A continuación, agite el chip y cárguelo en la máquina. Una vez finalizada la ejecución, vaya al contexto del ensayo y seleccione la pestaña de resumen del chip. En el campo nombre de la muestra, introduzca un nombre de muestra para los 12 pocillos del chip a fin de identificar las especies de peces para las muestras de ADN de prueba.
Inicie el programa decodificador RFLP haciendo clic en archivo. A continuación, abra el archivo XAD. Se abrirá el cuadro de diálogo abierto.
Ahora seleccione el archivo XAD para el chip de ADN utilizado. Y haga clic en abrir para ver una lista de las muestras cargadas en el chip. Seleccione los tres resúmenes correspondientes a la primera muestra de ADN.
En la columna de enzimas, especifique las enzimas de restricción que se utilizaron en el campo etiquetado como altura máxima mínima como porcentaje del marcador inferior. El valor predeterminado es 10%si es necesario. Este valor puede reducirse para identificar pequeños picos que se omitieron o se elevaron para descartar los picos resultantes de ruido no específico en el electroferograma.
Después de realizar cualquier ajuste en el valor de la altura máxima mínima, haga clic en reintegrar. Ahora haga clic en calc en la parte inferior del cuadro de diálogo. Los datos de longitud de fragmento obtenidos de la ejecución del bioanalizador rellenarán los campos del software.
A continuación, en la lista desplegable de puntuación en la esquina superior izquierda de la pantalla, seleccione dados. Si la muestra de pescado consiste en una sola especie o mezcla de peces, si la muestra puede consistir en una mezcla, la tabla en la parte inferior de la pantalla etiquetada como lista de puntuaciones combinadas. Las mejores especies coinciden en función de los resultados de las tres reacciones de digestión.
Las coincidencias perfectas con una puntuación de uno se resaltan en verde. Las coincidencias cercanas se resaltan en amarillo en la parte superior de la pantalla. El valor de corte inferior designa el tamaño mínimo de fragmento utilizado en el análisis y el valor de tolerancia de coincidencia determina lo cerca que debe estar la longitud de un fragmento del fragmento predicho para que se considere una coincidencia.
El valor que se muestra es la configuración predeterminada y se puede ajustar. Repita estos pasos para el análisis de las muestras de ADN restantes en la punta.
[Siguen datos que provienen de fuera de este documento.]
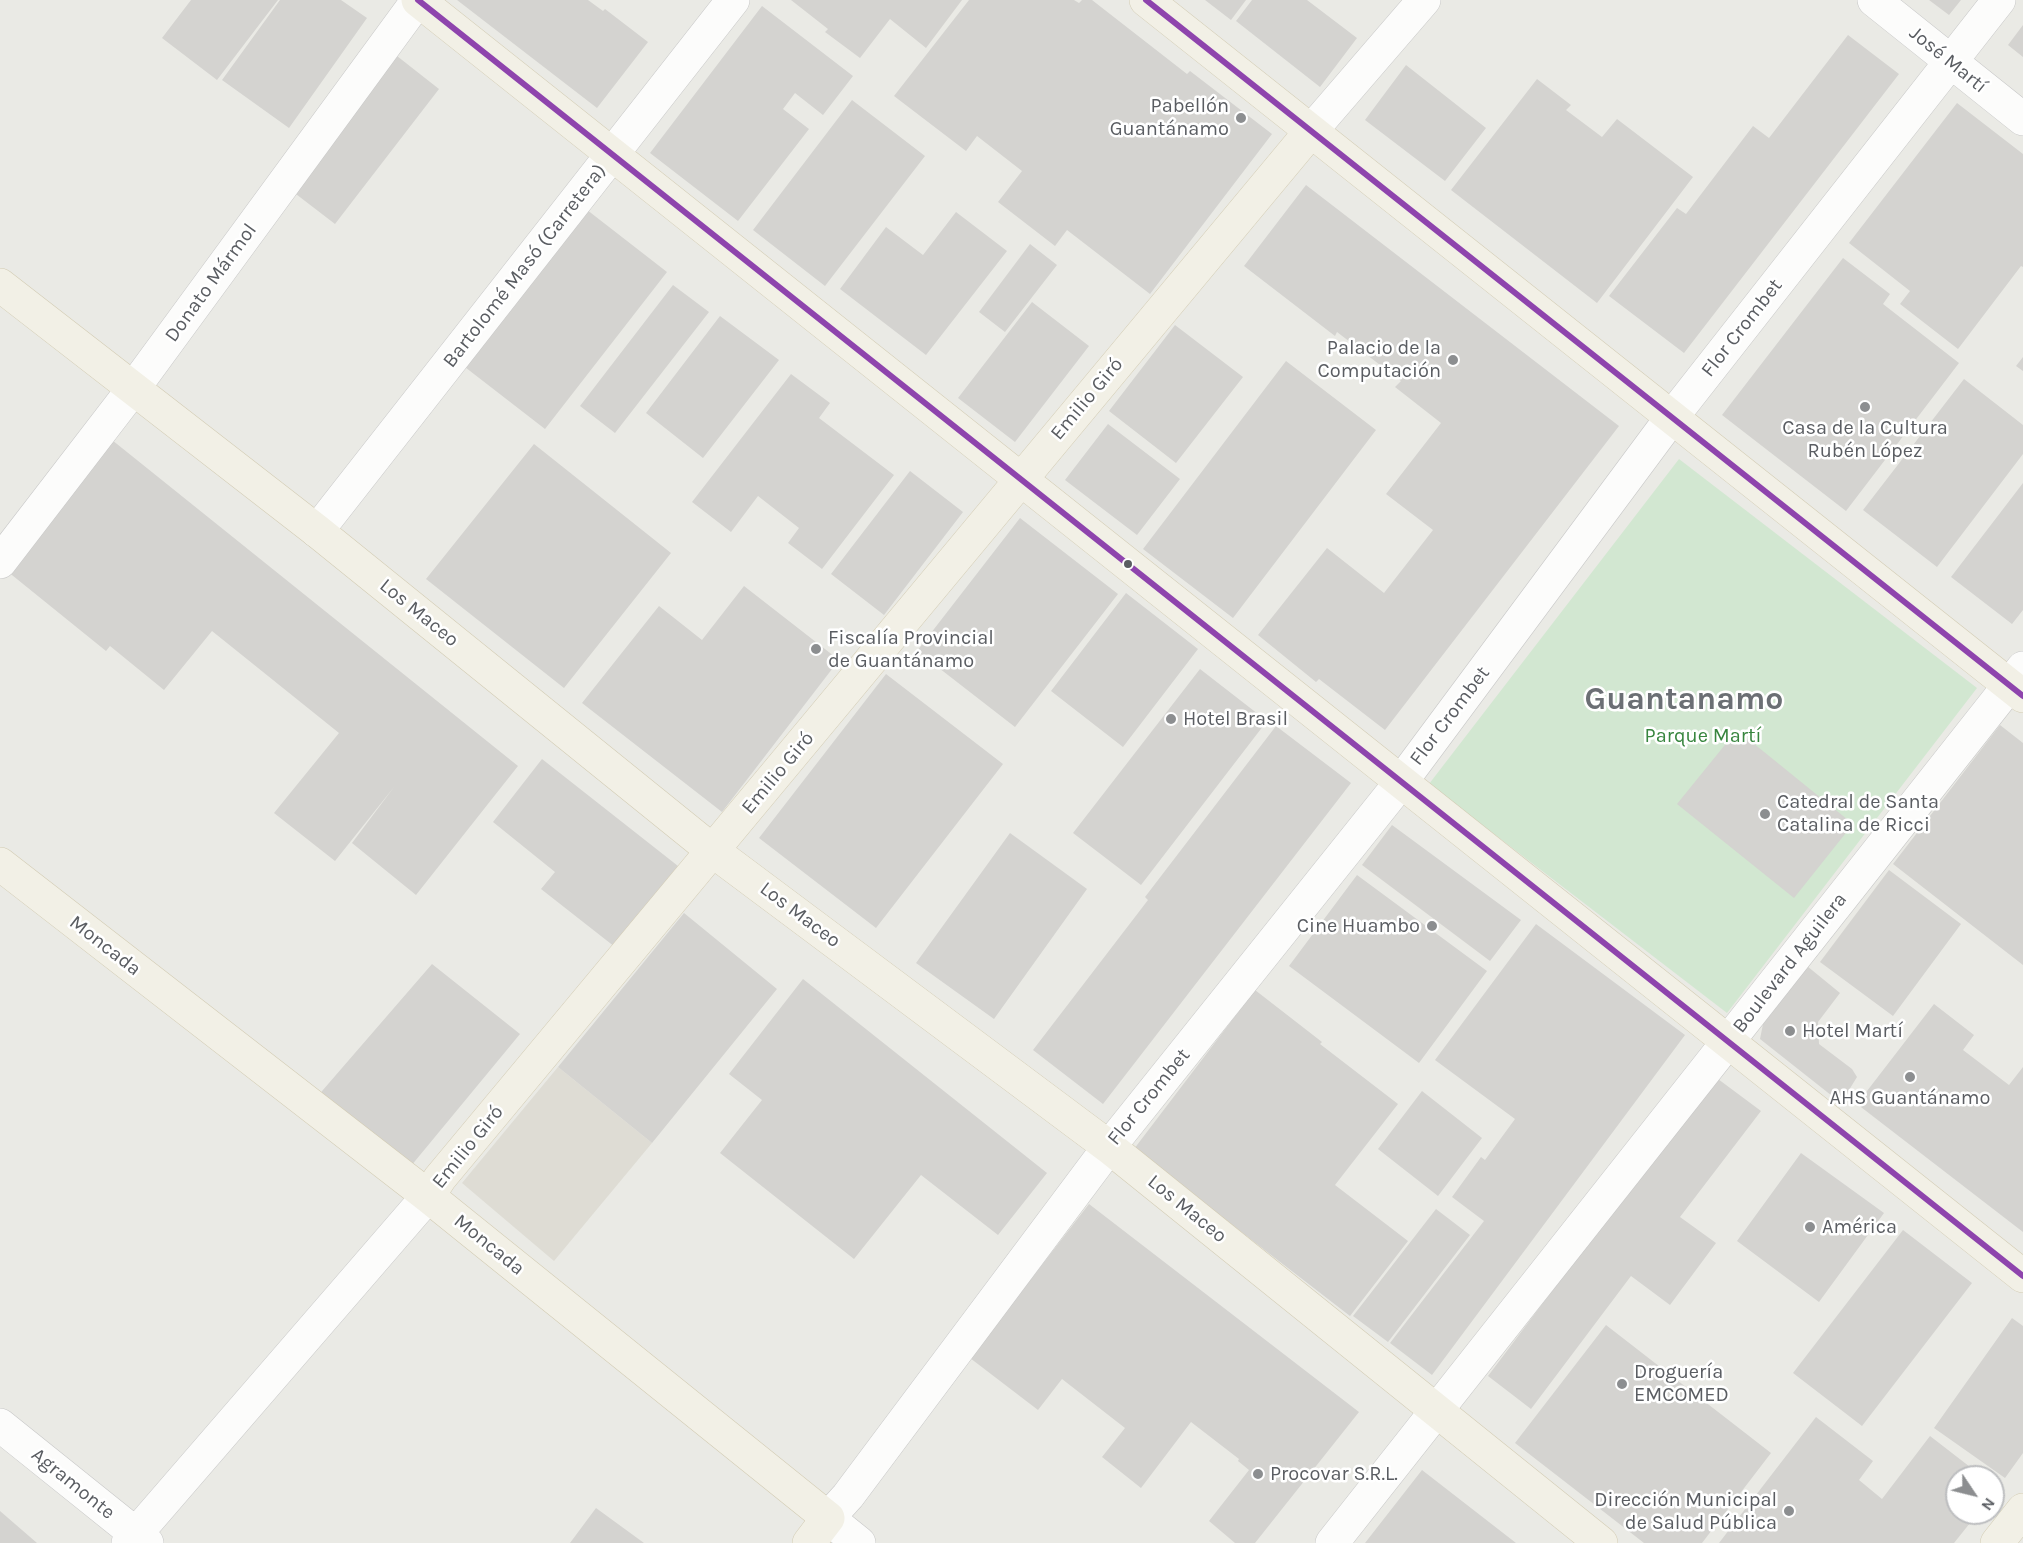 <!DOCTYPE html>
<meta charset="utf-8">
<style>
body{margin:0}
#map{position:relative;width:2023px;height:1543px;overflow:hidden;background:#eaeae5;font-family:Karla,sans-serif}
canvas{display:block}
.north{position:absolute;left:1945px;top:1465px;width:60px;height:60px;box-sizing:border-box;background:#fff;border:2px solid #bdbec0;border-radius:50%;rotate:125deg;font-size:16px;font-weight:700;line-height:24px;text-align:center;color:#5a5d62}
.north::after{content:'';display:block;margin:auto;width:21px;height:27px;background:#8c8e90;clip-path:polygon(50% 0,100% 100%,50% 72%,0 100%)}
</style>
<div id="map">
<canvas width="2023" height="1543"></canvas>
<div class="north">N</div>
</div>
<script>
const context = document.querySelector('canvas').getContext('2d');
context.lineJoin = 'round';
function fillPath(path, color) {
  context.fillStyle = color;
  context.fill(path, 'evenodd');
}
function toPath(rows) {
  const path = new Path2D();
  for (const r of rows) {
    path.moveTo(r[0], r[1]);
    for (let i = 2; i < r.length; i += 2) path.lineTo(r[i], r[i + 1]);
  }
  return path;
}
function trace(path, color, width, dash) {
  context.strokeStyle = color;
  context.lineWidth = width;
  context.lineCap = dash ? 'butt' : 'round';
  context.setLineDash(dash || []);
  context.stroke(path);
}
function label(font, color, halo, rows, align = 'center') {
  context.font = font + ' Karla,sans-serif';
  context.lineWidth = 5;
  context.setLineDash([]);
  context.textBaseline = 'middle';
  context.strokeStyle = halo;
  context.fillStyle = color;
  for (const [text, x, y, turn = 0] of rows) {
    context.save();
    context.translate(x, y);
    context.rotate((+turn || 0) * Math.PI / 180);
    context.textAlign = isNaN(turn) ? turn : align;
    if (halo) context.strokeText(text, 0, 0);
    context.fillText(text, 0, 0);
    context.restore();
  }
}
fillPath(toPath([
 [558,1067,652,1143,554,1261,462,1183]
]), '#dedcd4');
fillPath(toPath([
 [1679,459,1977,688,1727,1013,1429,784]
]), '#d2e7d1');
fillPath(toPath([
 [191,0,278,0,217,80,162,38],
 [280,0,341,0,367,18,289,128,222,80],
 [457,0,588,0,603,11,605,9,648,42,597,108],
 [791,0,962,0,926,48,890,19,860,58,825,32,828,29],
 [969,0,1074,0,1079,3,1082,0,1092,0,1187,74,1190,71,1272,134,1150,294,1067,230,1055,246,998,202,1022,171,977,136,966,151,894,96],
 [1205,0,1246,0,1231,20],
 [1252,0,1307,0,1357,38,1320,87,1236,21],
 [1929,0,1961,0,1949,15],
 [762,6,853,76,823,115,795,93,783,109,809,129,738,221,650,153],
 [2023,25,2023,57,2008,45],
 [1848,35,1899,74,1684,353,1609,296,1677,208,1686,214,1753,126,1769,138],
 [397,56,439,89,335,224,292,191],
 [1406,65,1486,128,1445,181,1365,120],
 [1537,79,1571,105,1566,110,1602,137,1617,119,1693,177,1597,303,1451,190],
 [852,100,925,156,825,286,753,230],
 [1957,103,2023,154,2023,267,2021,266,1958,349,1900,304,1910,291,1849,243],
 [1306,185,1619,426,1385,730,1319,679,1316,682,1258,635,1327,548,1384,593,1433,530,1386,494,1441,423,1395,387,1401,381,1337,332,1335,336,1244,266],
 [582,206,667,272,545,429,461,364],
 [956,212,1007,251,926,355,840,289,886,227,923,255],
 [1030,244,1057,265,1005,332,979,312],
 [1843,258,1890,294,1883,304,1959,363,1846,511,1722,415],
 [673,285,709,312,615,433,580,406],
 [1032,302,1089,346,1015,442,958,398],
 [720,316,779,360,703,458,646,413],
 [1175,325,1243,377,1176,463,1109,411],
 [2023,357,2023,371,2016,366],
 [1286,361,1376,430,1233,618,1143,549],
 [791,374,830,403,819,418,894,475,822,569,788,543,799,528,758,496,731,532,692,502],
 [1964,379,2023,425,2023,454,1937,567,1863,510],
 [1108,424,1180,479,1137,535,1065,480],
 [112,440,518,766,416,895,352,843,394,787,335,861,274,813,339,733,212,631,164,690,110,646,106,651,7,571],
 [534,444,671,553,564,688,426,579],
 [910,471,963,512,884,615,831,574],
 [2023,483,2023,610,2012,624,1951,577],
 [1020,518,1118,594,1015,727,917,651],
 [744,586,839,660,722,812,582,703,659,606,702,640],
 [1126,593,1198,649,1123,747,1051,691],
 [1200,669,1267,721,1141,885,1073,833],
 [886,674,1003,764,876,928,759,838],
 [2000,725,2023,743,2023,965,1893,864],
 [1276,726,1351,783,1103,1104,1033,1050,1148,900,1145,897],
 [1737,730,1853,824,1794,898,1677,804],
 [542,759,678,866,615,947,541,889,555,872,493,822],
 [1392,825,1521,920,1490,961,1362,865],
 [1010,833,1087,889,994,1019,916,963],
 [1889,870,1961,924,1893,1016,1820,962],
 [1357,875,1487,971,1419,1063,1289,966],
 [684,913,777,989,652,1143,558,1067],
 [1536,924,1685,1035,1432,1375,1390,1343,1484,1221,1452,1197,1481,1157,1485,1160,1515,1119,1435,1060],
 [432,964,520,1034,406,1172,316,1098],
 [1807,966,1840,993,1818,1022,1819,1044,1852,1069,1857,1077,1841,1103,1760,1039,1763,1024],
 [803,979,1047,1173,998,1235,921,1175,854,1259,720,1153,762,1100,729,1074],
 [1255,990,1322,1042,1320,1044,1398,1104,1335,1185,1408,1241,1350,1316,1134,1149],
 [1934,1004,1974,1035,1963,1050,2009,1085,2023,1067,2023,1232,1857,1104],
 [1714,1076,1761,1111,1680,1217,1716,1243,1670,1305,1631,1276,1531,1409,1488,1376],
 [1422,1091,1482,1138,1438,1196,1378,1149],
 [1801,1153,1884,1213,1819,1302,1737,1241],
 [1089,1204,1359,1412,1255,1543,1235,1543,1209,1521,1249,1470,1238,1461,1239,1459,1191,1422,1141,1488,1102,1457,1125,1428,1062,1379,1038,1410,970,1358],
 [1436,1209,1470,1235,1388,1342,1353,1316],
 [1903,1230,1972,1283,1862,1426,1793,1373],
 [2012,1318,2023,1326,2023,1453,2005,1478,1934,1428],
 [1606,1325,1771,1453,1702,1543,1644,1543,1515,1443],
 [1816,1417,1873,1461,1859,1480,1882,1499,1930,1436,1983,1477,1957,1477,1957,1513,1978,1513,1954,1543,1719,1543],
 [1422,1470,1516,1543,1365,1543],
 [596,1508,644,1543,570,1543],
 [0,1511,37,1543,0,1543]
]), '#d4d3d0');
const minor = toPath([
 [1874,0,2023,119],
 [1311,131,1424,0],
 [317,531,733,0],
 [0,562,133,389,418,0],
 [0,1425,147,1543],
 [128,1543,428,1196],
 [859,1543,828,1518,848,1496,1109,1147,1401,782,1672,417,1999,0],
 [1332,1543,2023,668]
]);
const major = toPath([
 [418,0,2023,1276],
 [1146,0,2023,696],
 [0,285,317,531,713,851,1109,1147,1601,1543],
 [0,864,428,1196,828,1518,809,1543],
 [428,1196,440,1178,1311,131],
 [1997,1543,2023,1510]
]);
trace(minor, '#c7c7c7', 34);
trace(major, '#d2cbb3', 34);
trace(minor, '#fcfcfb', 33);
trace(major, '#f2f0e6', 33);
trace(toPath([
 [418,0,2023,1276],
 [1146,0,2023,696]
]), '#8e44ad', 6);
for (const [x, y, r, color] of [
 [1241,118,6,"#8c8e90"],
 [1453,360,6,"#8c8e90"],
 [1865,407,6,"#8c8e90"],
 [1128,564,5,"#5a5d62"],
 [816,649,6,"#8c8e90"],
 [1171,719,6,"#8c8e90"],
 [1765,814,6,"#8c8e90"],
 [1432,926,6,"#8c8e90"],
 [1790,1031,6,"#8c8e90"],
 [1910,1077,6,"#8c8e90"],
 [1810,1227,6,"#8c8e90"],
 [1622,1384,6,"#8c8e90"],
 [1258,1474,6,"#8c8e90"],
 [1789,1511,6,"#8c8e90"]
]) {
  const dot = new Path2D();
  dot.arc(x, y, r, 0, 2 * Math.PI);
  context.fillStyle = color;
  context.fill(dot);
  trace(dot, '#fff', 2);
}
label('20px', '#5a5d62', '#fff', [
 ["José Martí",1948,60,39],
 ["Bartolomé Masó (Carretera)",525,266,-52],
 ["Donato Mármol",211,283,-54],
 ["Flor Crombet",1742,328,-52],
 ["Emilio Giró",1087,399,-50],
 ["Los Maceo",419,613,39],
 ["Flor Crombet",1450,716,-53],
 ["Emilio Giró",778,773,-50],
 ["Los Maceo",800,915,37],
 ["Moncada",105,946,38],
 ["Boulevard Aguilera",1790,963,-52],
 ["Flor Crombet",1149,1097,-51],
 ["Emilio Giró",468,1147,-51],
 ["Los Maceo",1187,1209,39],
 ["Moncada",489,1245,39],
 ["Agramonte",73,1484,39]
]);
label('20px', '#5a5d62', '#fff', [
 ["Pabellón",1229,106,"right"],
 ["Guantánamo",1229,129,"right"],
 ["Palacio de la",1441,348,"right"],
 ["Computación",1441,371,"right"],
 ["Casa de la Cultura",1865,428,"center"],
 ["Rubén López",1865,451,"center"],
 ["Fiscalía Provincial",828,638],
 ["de Guantánamo",828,661],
 ["Hotel Brasil",1183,719],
 ["Catedral de Santa",1777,802],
 ["Catalina de Ricci",1777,825],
 ["Cine Huambo",1420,926,"right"],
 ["Hotel Martí",1802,1031],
 ["AHS Guantánamo",1910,1098,"center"],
 ["América",1822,1227],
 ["Droguería",1634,1372],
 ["EMCOMED",1634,1395],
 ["Procovar S.R.L.",1270,1474],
 ["Dirección Municipal",1777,1500,"right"],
 ["de Salud Pública",1777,1523,"right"]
], 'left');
label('20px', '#37853e', '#fff', [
 ["Parque Martí",1703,736]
]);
label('bold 32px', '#6b6f74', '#fff', [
 ["Guantanamo",1684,700]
]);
</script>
Se aislaron, amplificaron y digerieron muestras de ADN de cuatro especies diferentes de peces utilizando el método descrito en este video.
Aquí se muestra un gel bioanalizador que muestra las muestras de digestión de restricción utilizando el Bioanalyzer de Agilent y el decodificador RFLP. Aquí se utilizan patrones de flexión de software para identificar a los peces. La primera muestra se identifica correctamente como trucha, la segunda como atún, la tercera como suelo de roca.
Y la última muestra como bacalao específico. Acabamos de mostrarle cómo realizar la identificación de especies de peces basada en el ADN utilizando el método P-C-R-R-F-L-P de agilent. Al realizar este procedimiento, es importante evitar la contaminación cruzada de las muestras, ya que el método es muy sensible.
Así que eso es todo. Ahora ya sabe cómo identificar de forma rápida, sencilla y precisa las especies de peces presentes en sus muestras. Gracias por mirar y buena suerte con tus experimentos.
Esta publicación describe un método basado en ADN para identificar especies de peces utilizando el Sistema de Identificación de Especies de Pescado Agilent. El proceso implica extracción de ADN, amplificación por PCR y análisis de RFLP para determinar especies de varias muestras de pescado.